What you have to do :: Go through the listing beneath and show each line containing the string "JSON".

Data for this task ::
Segment Open
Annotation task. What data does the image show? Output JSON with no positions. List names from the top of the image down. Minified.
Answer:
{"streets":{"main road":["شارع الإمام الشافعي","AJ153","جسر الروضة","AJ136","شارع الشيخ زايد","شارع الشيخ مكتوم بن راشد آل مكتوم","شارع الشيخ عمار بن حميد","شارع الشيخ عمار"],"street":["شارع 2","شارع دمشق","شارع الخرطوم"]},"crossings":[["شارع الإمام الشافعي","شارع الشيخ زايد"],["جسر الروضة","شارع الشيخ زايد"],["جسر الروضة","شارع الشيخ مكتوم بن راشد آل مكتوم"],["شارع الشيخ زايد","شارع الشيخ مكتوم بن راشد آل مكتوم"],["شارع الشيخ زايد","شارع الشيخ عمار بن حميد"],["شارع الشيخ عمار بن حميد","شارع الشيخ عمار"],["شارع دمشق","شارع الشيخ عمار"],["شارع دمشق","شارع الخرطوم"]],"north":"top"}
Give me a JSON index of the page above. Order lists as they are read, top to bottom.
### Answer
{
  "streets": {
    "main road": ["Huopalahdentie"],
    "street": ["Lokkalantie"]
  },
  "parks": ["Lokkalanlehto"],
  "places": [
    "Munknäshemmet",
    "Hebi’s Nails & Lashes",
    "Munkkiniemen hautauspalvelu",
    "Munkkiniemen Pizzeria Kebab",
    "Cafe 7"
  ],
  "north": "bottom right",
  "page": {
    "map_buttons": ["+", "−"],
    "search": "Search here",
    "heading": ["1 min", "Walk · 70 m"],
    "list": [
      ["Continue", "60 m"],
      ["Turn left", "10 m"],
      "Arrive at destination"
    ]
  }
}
Segment Closed
Task answer ::
Annotation task. What data does the image show? Output JSON with no positions. List names from the top of the image down. Minified.
Give me a JSON index of the page above. Order lists as they are read, top to bottom.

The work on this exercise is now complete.